Оскар Милош, как и Вильям Блейк, вдохновлялся сочинениями Эммануэля Сведенборга, того ученого, что раньше всех предвидел поражение человека, скрытое в Ньютоновой модели вселенной. Став, благодаря моему родственнику, внимательным читателем Сведенборга, хотя и толкуя его иначе, нежели было принято в эпоху романтизма, я не мог предположить, по какому случаю состоится мое первое – нынешнее – посещение его родины.
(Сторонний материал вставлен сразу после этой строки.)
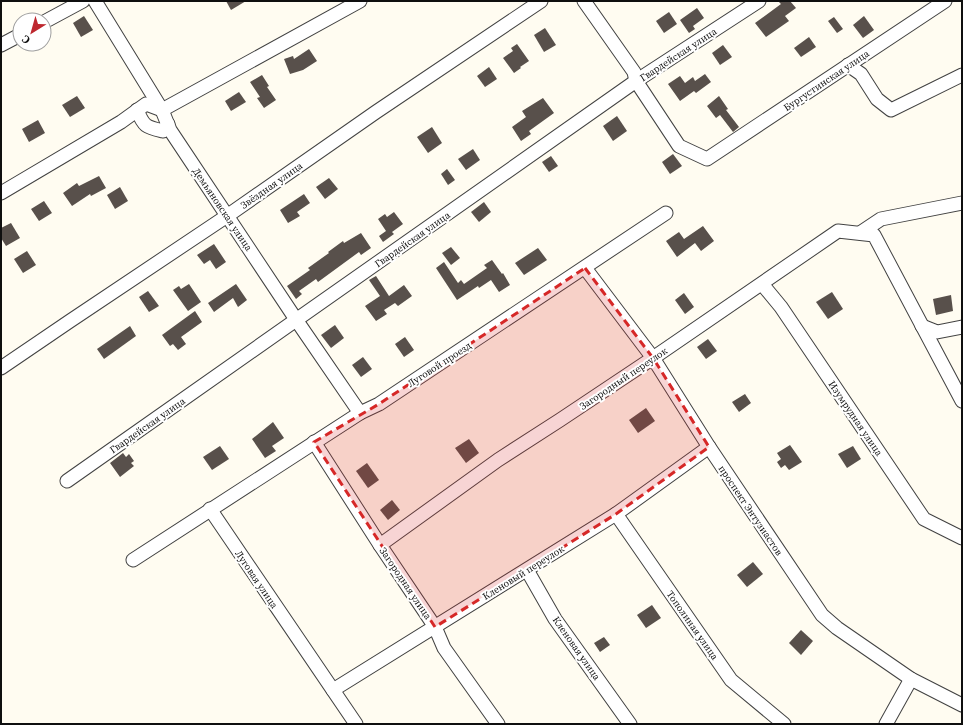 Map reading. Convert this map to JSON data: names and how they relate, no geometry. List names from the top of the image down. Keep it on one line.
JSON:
{"streets":{"street":["Гвардейская улица","Бургустинская улица","Звёздная улица","Демьяновская улица","Луговой проезд","Загородный переулок","Изумрудная улица","проспект Энтузиастов","Кленовый переулок","Луговая улица","Загородная улица","Тополиная улица","Кленовая улица"]},"crossings":[["Гвардейская улица","Бургустинская улица"],["Гвардейская улица","Демьяновская улица"],["Звёздная улица","Демьяновская улица"],["Демьяновская улица","Луговой проезд"],["Луговой проезд","проспект Энтузиастов"],["Луговой проезд","Луговая улица"],["Луговой проезд","Загородная улица"],["Загородный переулок","Изумрудная улица"],["Загородный переулок","проспект Энтузиастов"],["Загородный переулок","Загородная улица"],["проспект Энтузиастов","Кленовый переулок"],["Кленовый переулок","Луговая улица"],["Кленовый переулок","Загородная улица"],["Кленовый переулок","Тополиная улица"],["Кленовый переулок","Кленовая улица"]],"north":"bottom left"}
Наш век близится к концу, и – прежде всего из благодарности за такие влияния – я не решился бы осыпать его нареканиями, ибо это был также век веры и надежды. Совершается глубокая перемена, которую мы почти не осознаём, ибо сами составляем часть ее, и время от времени она дает себя знать в явлениях, возбуждающих всеобщее недоумение. Эта перемена связана с тем, чтó, по выражению Оскара Милоша, представляет «глубочайшую тайну трудящихся масс, как никогда живых, восприимчивых и полных внутреннего страдания». Их тайна, невысказанная потребность подлинных ценностей, не находит языка для выражения, и повинны в этом не только средства массовой информации, но и люди творчества. И все-таки перемена продолжает совершаться, вопреки краткосрочным прогнозам, и наше время, несмотря на все ужасы и опасности, вероятно, будет названо неизбежной стадией родовых мук перед вступлением человечества на новый порог сознания. Тогда явится новая иерархия заслуг, тогда, я уверен, и Симоне Вейль, и Оскару Милошу, писателям, в школе которых я был смиренным учеником, воздастся по достоинству. Думаю, что мы должны публично заявлять о нашей привязанности к тем или иным именам, ибо этим мы строже определим свои позиции, нежели перечнем имен наших противников. Я надеюсь, что эта лекция, несмотря на зигзаги мысли – профессиональный порок поэтов, ясно обнаруживает мои «да» и «нет», во всяком случае там, где речь идет о наследовании. Ибо все мы здесь: и оратор, и слушатели – только звенья между прошлым и будущим.